Ведь это было же: такой рассвет,

и то же озеро, и то гнездо.

А после – столько зим и столько лет,

но после этого, потом, не – до.

 

Неужто жизнь так влюблена в кольцо,

в колечко, в рондо, в круговой мотив?

Но вон же, в зеркале, твоё лицо,

не обещающее перспектив.

 

А ветер с озера – он так хорош.

Лови все выпады его, лови!

И будь я проклят, если эта дрожь –

от страха смертного, не от любви.

 

* * *

 

Утренний луч вприпрыжку бежит по ограде…

Хочешь забыть, что было вчера? Бога ради.

Но жёлтый куст предстаёт очевидцем дотошным.

То, что прошло, не намерено делаться прошлым.

 

Было во вторник, а в среду способно вернуться,

а через месяц внезапно тебе ухмыльнуться.

Кончено дело! Смирись с этой мыслью тупою.

Где бы ты ни был, а стыд твой повсюду с тобою.

 

Будь она проклята, эта плохая минута!

Крот и глухарь – вот кому ты завидуешь люто.

Видел. И слышал.
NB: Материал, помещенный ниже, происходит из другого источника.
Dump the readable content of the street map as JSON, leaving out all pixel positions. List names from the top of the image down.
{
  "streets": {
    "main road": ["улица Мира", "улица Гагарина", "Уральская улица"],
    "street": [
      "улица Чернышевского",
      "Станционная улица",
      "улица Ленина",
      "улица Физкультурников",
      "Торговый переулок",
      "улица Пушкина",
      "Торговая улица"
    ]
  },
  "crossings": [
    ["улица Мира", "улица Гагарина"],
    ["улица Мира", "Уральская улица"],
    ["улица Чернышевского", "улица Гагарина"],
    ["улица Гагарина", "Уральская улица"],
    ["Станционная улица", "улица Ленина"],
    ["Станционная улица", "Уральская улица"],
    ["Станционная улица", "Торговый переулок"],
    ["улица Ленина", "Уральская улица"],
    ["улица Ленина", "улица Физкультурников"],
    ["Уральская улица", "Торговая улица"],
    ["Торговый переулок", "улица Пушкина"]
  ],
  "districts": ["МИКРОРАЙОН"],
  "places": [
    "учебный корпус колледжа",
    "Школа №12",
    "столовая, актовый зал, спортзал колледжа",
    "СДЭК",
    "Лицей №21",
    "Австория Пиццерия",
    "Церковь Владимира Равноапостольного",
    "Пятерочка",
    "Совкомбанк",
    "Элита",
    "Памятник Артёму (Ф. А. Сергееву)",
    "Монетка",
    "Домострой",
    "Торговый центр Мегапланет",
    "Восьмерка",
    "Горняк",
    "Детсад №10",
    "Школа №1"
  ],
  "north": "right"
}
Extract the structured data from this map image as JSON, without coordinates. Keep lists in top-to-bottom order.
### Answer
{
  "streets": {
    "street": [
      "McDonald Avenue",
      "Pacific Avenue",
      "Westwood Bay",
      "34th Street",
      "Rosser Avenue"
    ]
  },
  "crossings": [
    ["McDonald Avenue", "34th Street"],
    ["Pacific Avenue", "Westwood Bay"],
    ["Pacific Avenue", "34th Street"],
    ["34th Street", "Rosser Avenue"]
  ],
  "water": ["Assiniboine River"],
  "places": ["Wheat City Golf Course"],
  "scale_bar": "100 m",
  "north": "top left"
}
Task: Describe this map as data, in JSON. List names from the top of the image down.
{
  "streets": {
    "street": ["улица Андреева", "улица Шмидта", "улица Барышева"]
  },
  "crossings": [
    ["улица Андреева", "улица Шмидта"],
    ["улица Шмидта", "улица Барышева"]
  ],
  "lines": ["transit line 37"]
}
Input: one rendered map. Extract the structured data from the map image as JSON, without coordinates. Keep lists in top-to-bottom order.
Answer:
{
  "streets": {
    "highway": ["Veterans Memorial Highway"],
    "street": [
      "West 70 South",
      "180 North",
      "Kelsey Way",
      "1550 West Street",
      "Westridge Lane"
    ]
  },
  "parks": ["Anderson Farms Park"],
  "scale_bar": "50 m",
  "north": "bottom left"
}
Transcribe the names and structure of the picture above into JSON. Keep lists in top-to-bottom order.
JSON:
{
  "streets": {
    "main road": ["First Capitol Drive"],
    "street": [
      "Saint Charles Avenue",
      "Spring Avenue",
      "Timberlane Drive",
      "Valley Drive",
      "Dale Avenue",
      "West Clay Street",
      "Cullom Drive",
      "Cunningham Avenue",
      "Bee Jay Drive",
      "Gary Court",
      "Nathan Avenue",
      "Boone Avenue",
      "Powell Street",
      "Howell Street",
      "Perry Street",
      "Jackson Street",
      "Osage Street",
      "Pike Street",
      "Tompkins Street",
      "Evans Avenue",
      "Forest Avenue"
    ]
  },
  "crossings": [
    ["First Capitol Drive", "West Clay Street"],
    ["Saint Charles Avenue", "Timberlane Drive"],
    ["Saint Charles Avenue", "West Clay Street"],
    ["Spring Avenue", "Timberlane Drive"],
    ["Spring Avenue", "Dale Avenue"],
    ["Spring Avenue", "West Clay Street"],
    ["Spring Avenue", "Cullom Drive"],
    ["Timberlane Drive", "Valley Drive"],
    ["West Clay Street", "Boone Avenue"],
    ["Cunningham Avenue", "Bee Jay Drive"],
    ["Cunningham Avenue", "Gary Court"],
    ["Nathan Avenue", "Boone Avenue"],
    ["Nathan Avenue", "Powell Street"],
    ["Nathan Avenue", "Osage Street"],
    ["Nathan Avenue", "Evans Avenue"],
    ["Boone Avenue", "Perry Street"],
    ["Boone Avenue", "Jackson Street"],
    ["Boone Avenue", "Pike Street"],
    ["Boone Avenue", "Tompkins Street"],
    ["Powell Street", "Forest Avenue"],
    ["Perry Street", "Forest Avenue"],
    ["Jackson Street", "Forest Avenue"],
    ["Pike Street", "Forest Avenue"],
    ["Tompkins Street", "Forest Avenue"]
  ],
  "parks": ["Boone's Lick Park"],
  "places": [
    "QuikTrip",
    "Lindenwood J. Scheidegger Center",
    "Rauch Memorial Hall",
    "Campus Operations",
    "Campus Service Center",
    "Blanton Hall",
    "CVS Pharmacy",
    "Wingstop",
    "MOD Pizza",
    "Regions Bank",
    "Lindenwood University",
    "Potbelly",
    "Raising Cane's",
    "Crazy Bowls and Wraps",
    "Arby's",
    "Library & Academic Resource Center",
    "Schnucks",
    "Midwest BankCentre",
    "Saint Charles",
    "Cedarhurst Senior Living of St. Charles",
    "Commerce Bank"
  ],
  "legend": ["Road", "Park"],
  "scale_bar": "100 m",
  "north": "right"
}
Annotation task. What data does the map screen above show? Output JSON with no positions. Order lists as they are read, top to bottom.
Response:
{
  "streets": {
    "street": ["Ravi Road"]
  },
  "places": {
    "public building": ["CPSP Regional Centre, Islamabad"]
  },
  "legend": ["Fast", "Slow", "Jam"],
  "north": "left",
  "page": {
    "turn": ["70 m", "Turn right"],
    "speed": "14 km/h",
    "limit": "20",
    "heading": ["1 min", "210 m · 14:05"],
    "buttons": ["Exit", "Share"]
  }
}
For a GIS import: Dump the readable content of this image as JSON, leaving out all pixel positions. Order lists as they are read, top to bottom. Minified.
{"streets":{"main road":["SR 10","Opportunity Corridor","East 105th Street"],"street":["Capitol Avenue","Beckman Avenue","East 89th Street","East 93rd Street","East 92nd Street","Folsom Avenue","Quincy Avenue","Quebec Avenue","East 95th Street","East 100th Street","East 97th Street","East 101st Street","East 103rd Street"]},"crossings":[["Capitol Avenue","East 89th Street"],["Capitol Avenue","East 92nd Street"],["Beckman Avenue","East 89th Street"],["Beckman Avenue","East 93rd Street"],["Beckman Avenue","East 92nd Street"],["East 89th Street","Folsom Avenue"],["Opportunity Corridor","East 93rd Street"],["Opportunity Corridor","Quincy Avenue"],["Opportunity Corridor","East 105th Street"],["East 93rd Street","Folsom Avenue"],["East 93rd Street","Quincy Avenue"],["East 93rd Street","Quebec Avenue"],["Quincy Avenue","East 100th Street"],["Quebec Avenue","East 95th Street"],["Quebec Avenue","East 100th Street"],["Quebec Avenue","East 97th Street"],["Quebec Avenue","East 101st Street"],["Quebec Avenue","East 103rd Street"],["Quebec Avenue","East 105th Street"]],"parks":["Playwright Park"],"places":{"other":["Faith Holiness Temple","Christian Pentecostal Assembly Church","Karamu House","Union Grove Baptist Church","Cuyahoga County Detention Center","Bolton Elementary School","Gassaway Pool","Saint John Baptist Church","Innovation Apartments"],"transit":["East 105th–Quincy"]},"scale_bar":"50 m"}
И сделал себе вопреки…

Вот на пустынной веранде и пей от тоски.

 

* * *

 

Это редкое чувство в столице – ощущенье уюта.

Вот плывёт по столичному морю костромская каюта:

нет ни скани тебе красносельской, хохломы или гжели –

только фото эпохи, где жили ВЧК и Викжели.

Вот глядят друг на друга портреты – и куда от них деться? –

дед-чекист, истребивший как гидру тоже деда, путейца.

Напряжённо, конечно, глядят, но уже и без злости.

Что же злиться, когда вперемешку в Магадане их кости.

 

Почему в этом доме уютно – это просто загадка.

Разговор о любви, об искусстве, как в эпоху упадка.

Да, в нём есть и политике место, но – чуть-чуть, не настолько,

чтобы алая в хрупком стекле побелела настойка.

Наконец-то нормальные люди, бог ты мой, наконец-то!

Этот день всем эпохам венец… А надежный венец-то?

Вон у нашей сивиллы – Матвеевны, что в четвертом подъезде,

пять колод: ни червей, ни бубей – только пики да крести.

 

* * *

 

Похоже, бессмысленней вторника будет среда.

Пора закругляться, пора по домам, господа.

У всякого праздника есть свой законный исход.

Ну, близок закат. Но зато как хорош был восход!

Всё это – ещё не резон захлебнуться слезой.

Всё кончилось: СССР, ледники, мезозой.

И точка, которую надо поставить в конце –

конечно, сигнал для больших изменений в лице.

Но, право, и только. Финал же – он тем и хорош –

что больше тебя не бросает в нелепую дрожь:

как будет, чем кончится. Выход не найден, а дан…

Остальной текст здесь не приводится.